El paso duró 1 hora 40 minutos ida y vuelta. Se puede optar por hacer sólo de ida (50 minutos), y bajarse en la última estación Parque Nacional y conocerlo más detenidamente. Pero nosotros regresamos por nuestra compañera (la camio).

Los tres juntos llegamos al Final de la Ruta Nacional Nª3. Aunque granizaba y hacía frío, nos bajamos de la camio… Teníamos que dejar nuestras huellas en la tierra más austral del planeta… La sensación era muy extraña, sentíamos estar realmente allí, en el Fin del Mundo. El cartel indicabaParque Nacional Tierra del Fuego, Bahía Lapataia, 3.063 km de Buenos Aires, 17.848 km de Alaska.

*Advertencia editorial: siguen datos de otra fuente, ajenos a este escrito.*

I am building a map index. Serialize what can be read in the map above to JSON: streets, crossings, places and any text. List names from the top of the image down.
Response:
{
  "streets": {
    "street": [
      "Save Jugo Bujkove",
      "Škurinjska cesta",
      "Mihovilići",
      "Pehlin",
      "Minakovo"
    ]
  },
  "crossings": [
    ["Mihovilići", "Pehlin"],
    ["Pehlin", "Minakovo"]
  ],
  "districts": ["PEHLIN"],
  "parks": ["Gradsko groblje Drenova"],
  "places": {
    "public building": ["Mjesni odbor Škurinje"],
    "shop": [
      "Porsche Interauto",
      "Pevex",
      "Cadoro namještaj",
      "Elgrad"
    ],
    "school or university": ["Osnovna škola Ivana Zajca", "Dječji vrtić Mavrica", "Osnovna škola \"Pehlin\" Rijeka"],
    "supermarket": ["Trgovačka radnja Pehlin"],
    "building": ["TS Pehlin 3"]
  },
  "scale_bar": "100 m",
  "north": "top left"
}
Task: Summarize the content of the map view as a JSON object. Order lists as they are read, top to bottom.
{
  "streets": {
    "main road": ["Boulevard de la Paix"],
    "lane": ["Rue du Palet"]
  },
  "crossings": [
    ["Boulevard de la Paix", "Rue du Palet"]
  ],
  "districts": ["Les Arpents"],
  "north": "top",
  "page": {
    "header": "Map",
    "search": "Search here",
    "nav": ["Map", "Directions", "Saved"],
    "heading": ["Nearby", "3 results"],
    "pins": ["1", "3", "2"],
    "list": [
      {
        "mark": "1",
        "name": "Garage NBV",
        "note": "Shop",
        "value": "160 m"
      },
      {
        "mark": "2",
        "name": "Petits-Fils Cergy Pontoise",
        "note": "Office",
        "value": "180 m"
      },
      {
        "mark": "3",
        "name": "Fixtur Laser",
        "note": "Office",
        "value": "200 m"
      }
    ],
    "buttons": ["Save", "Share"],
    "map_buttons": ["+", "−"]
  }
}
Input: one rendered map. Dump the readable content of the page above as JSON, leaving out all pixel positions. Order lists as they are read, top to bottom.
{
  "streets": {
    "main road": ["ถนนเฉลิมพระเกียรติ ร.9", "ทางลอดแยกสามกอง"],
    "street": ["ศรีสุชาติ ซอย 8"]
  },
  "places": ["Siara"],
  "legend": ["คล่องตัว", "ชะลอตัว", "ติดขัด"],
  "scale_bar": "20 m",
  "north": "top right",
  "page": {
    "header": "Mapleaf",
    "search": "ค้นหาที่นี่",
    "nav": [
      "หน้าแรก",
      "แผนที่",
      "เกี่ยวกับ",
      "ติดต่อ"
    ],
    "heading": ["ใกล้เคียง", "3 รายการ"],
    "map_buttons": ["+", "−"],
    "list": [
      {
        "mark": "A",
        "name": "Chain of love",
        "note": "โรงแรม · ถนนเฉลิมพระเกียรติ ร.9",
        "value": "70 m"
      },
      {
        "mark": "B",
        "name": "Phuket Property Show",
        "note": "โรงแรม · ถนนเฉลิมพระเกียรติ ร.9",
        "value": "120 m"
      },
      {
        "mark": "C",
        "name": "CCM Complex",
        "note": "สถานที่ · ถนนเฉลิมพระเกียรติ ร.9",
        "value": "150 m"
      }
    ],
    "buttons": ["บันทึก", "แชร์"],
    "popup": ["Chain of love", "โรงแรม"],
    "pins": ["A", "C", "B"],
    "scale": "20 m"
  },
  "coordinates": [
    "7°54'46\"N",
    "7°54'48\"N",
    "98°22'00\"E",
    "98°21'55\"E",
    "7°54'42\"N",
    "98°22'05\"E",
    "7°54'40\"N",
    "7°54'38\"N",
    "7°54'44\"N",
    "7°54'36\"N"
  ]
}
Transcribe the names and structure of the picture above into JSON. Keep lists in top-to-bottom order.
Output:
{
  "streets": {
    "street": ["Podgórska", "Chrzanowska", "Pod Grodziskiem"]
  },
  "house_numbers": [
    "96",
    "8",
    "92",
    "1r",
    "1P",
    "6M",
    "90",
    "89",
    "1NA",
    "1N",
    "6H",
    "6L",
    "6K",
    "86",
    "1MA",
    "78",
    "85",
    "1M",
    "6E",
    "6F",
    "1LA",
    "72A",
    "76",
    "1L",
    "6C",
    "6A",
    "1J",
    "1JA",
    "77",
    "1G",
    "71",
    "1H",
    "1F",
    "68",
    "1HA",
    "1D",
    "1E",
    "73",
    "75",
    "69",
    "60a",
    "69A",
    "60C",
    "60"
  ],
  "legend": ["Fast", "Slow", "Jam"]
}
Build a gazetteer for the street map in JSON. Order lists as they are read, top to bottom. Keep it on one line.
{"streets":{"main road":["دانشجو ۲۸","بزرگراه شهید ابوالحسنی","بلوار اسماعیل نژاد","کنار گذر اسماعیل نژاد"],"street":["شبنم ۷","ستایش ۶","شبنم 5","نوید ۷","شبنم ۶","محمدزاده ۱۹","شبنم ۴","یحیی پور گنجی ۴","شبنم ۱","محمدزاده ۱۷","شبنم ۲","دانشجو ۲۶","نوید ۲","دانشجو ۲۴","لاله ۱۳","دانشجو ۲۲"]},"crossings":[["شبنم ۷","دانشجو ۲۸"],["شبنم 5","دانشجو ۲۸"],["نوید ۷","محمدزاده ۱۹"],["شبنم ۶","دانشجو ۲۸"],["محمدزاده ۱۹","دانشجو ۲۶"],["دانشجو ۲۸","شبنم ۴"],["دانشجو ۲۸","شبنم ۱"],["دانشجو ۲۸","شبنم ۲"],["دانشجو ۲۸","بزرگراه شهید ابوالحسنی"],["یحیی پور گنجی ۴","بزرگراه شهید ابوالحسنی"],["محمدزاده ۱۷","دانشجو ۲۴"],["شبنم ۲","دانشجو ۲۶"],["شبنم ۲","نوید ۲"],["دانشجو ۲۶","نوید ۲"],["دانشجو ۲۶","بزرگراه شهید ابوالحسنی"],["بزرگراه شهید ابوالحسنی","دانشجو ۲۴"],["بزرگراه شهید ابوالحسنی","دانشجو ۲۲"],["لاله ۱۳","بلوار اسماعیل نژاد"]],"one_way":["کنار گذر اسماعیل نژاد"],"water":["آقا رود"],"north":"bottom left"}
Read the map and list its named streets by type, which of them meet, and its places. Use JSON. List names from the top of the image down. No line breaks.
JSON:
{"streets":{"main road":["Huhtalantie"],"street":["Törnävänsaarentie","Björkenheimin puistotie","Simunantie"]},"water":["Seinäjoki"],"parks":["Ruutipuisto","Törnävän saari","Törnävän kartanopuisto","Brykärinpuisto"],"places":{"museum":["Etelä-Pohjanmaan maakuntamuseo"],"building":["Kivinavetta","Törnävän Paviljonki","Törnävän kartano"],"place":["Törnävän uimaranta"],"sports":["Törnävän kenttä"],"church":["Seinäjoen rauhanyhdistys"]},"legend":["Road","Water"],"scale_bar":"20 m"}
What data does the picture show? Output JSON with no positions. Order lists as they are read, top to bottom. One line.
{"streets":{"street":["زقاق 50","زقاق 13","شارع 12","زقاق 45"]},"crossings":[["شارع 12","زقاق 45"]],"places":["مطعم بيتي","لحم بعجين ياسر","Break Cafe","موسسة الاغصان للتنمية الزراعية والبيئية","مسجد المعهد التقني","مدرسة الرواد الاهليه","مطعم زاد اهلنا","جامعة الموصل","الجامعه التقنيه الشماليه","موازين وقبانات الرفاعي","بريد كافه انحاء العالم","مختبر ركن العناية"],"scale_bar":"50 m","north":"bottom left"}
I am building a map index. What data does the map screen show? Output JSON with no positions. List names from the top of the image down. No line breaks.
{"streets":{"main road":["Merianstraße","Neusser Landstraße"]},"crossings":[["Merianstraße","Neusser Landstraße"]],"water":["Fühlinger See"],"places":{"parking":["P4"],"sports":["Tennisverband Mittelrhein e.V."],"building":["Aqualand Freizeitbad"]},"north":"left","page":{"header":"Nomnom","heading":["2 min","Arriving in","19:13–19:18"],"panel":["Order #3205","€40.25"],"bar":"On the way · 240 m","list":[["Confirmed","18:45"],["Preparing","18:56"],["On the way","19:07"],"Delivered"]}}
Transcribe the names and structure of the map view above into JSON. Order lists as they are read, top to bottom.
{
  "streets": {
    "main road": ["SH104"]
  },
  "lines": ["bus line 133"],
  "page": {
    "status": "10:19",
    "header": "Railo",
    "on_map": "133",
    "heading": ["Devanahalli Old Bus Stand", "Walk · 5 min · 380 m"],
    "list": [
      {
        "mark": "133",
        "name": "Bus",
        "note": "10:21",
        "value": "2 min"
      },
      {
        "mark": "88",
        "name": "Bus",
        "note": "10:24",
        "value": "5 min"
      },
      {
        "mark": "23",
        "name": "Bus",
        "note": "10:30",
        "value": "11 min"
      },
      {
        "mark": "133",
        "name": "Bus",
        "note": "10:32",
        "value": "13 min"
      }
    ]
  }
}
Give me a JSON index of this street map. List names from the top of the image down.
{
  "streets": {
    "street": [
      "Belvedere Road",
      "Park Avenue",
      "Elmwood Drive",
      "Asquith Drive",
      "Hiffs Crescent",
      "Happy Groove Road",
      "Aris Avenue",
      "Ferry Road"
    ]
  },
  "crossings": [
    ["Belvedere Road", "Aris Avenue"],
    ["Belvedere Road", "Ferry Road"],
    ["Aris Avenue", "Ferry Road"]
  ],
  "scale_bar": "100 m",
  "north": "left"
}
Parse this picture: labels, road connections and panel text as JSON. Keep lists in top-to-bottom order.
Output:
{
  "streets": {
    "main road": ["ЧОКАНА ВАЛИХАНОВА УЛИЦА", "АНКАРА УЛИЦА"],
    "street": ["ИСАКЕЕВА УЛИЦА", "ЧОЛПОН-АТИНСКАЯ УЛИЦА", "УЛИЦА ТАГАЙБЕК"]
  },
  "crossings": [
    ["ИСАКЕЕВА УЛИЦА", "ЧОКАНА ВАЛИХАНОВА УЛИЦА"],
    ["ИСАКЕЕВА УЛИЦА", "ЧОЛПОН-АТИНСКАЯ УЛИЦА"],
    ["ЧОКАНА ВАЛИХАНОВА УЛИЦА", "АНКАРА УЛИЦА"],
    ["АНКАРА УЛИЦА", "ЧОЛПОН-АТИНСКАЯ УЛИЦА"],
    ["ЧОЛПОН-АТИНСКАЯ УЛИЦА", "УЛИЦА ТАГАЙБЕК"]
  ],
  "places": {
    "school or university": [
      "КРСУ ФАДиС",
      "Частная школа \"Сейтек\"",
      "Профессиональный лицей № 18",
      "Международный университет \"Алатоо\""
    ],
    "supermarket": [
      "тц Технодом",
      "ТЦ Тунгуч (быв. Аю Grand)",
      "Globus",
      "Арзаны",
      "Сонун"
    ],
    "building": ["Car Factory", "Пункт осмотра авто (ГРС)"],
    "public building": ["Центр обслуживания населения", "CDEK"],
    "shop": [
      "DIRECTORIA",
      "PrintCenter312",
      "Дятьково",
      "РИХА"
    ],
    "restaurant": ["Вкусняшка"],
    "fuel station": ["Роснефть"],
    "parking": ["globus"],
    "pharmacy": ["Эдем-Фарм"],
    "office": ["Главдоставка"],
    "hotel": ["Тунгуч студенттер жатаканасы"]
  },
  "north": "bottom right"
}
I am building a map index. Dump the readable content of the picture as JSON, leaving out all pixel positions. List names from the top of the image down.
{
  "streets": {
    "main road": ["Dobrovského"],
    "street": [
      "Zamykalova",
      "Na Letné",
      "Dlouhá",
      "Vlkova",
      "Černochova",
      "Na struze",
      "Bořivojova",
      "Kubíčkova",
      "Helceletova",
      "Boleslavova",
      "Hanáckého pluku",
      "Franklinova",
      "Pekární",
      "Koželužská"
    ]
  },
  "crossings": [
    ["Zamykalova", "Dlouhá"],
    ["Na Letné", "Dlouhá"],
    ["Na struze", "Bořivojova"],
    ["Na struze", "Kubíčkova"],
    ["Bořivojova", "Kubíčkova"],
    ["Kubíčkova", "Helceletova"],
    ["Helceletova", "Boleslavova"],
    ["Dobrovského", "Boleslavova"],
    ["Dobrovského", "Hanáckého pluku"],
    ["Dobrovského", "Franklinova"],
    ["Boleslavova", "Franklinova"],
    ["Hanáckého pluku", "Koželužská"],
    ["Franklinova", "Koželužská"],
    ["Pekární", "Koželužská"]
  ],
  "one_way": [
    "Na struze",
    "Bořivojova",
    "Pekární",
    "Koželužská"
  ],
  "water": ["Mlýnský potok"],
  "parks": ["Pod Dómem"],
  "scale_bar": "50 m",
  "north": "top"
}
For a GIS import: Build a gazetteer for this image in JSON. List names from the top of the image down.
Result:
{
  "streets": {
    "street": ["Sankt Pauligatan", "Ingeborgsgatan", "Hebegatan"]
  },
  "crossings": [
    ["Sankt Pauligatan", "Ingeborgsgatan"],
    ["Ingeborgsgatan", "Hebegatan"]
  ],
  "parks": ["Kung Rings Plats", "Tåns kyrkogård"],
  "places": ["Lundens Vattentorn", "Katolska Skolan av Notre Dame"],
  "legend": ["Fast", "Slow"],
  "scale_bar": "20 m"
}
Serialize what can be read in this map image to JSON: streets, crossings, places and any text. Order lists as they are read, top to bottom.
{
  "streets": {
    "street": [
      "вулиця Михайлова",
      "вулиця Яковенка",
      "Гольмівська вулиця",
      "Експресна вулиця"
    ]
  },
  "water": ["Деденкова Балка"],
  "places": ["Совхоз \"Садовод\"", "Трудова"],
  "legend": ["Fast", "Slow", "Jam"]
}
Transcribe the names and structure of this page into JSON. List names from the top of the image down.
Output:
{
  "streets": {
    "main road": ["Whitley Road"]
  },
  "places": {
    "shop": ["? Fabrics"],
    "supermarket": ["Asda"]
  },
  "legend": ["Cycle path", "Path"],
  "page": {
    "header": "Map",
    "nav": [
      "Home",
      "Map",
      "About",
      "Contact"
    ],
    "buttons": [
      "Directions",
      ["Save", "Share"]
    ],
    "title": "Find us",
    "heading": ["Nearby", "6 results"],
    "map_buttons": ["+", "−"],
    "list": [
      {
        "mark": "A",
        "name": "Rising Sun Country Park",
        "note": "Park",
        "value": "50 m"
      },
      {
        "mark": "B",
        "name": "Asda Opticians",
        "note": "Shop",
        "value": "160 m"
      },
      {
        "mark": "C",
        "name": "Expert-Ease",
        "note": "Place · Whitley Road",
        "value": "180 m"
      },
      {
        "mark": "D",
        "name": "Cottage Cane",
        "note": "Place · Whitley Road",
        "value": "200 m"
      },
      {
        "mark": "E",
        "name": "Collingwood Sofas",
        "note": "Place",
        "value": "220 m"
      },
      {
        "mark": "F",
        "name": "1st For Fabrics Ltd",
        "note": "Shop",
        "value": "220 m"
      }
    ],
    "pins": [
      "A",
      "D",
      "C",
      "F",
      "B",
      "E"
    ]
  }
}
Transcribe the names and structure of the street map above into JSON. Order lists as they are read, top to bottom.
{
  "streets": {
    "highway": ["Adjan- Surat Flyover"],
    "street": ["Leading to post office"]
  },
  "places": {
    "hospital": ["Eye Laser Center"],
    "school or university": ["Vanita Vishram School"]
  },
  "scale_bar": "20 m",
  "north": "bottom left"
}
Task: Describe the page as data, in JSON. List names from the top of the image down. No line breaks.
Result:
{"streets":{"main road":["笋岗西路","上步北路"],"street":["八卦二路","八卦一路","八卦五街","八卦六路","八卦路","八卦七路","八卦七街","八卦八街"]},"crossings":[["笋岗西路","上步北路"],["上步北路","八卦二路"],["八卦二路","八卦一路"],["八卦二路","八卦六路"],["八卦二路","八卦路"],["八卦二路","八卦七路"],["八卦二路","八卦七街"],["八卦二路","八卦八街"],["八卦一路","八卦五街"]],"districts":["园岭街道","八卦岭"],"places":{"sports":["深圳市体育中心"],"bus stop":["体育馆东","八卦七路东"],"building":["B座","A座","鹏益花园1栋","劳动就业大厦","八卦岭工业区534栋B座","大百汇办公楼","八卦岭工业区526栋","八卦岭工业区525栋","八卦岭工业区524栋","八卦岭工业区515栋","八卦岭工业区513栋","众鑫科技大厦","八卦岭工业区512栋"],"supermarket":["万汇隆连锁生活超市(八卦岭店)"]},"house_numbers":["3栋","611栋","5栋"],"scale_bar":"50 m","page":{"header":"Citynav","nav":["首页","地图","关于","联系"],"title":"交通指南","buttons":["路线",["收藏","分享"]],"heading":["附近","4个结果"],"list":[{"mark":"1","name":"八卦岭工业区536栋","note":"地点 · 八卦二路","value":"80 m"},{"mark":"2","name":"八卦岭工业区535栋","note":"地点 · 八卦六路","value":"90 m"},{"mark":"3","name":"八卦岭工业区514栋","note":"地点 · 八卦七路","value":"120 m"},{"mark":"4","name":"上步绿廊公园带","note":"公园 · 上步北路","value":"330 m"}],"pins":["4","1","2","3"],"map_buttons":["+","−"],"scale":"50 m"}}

Su geografía nos ofreció la conjunción de mesetas, montañas, ríos, lagos, mar. El parque se recuesta sobre la Bahía Ensenada y la Bahía Lapataia. Predominan los bosques de lengas, de guindos y entre las formaciones rocosas se aprecian bosquecillos achaparrados de ñires.
¡Nos contaron que en el bosque vive una planta carnívora! La drosera, se alimenta de insectos.
Vimos unos castores, considerados una plaga que atenta el ecosistema, ocasioando desequilibrios. También habitan guanacos y zorros colorados.

La última excursión la realizamos al Glaciar Martial, ascendimos en aerosilla, y mientras avanzábamos nos deslumbramos con un paisaje de bosques nevados.
Al llegar al refugio iniciamos una caminata siguiendo el cauce de un pequeño río, acompañados por una suave nevada. Luego tomamos un sendero que transcurría por un amplio valle hasta la base del Glaciar Martial. Durante el ascenso gozamos de una muy buena vista panorámica de la ciudad, el Canal de Beagle y las islas chilenas Navarino y Hoste.

La cantidad de nieve nos dificultaba avanzar. En un momento me detuve en una roca y Fabián decidió continuar, el trayecto era mucho más empinado y estrecho, llegó al col (paso entre las montañas) y desde allí observó el Cañadón Negro, que se une con el Valle de Andorra, y tuvo la mejor vista panorámica general.
Luego de un largo rato regresó. Al quedarme quieta y no contar con el equipo adecuado, ¡me congelé!, obviamente se me pasó al iniciar la vuelta.

El río lo atravesamos en varias oportunidades, caminado por encima de pequeñas rocas… en un momento se me resbaló el pie, ¡y se zambulló en medio del agua helada! ¡Uy! No lo sentí por un rato, ¡se me había helado!
Continuamos por ese maravilloso sendero hasta tomar la aerosilla que nos dejó en el punto de partida
Realmente realizamos una caminata fabulosa, disfrutamos de un paisaje maravilloso y experimentamos una sensación única…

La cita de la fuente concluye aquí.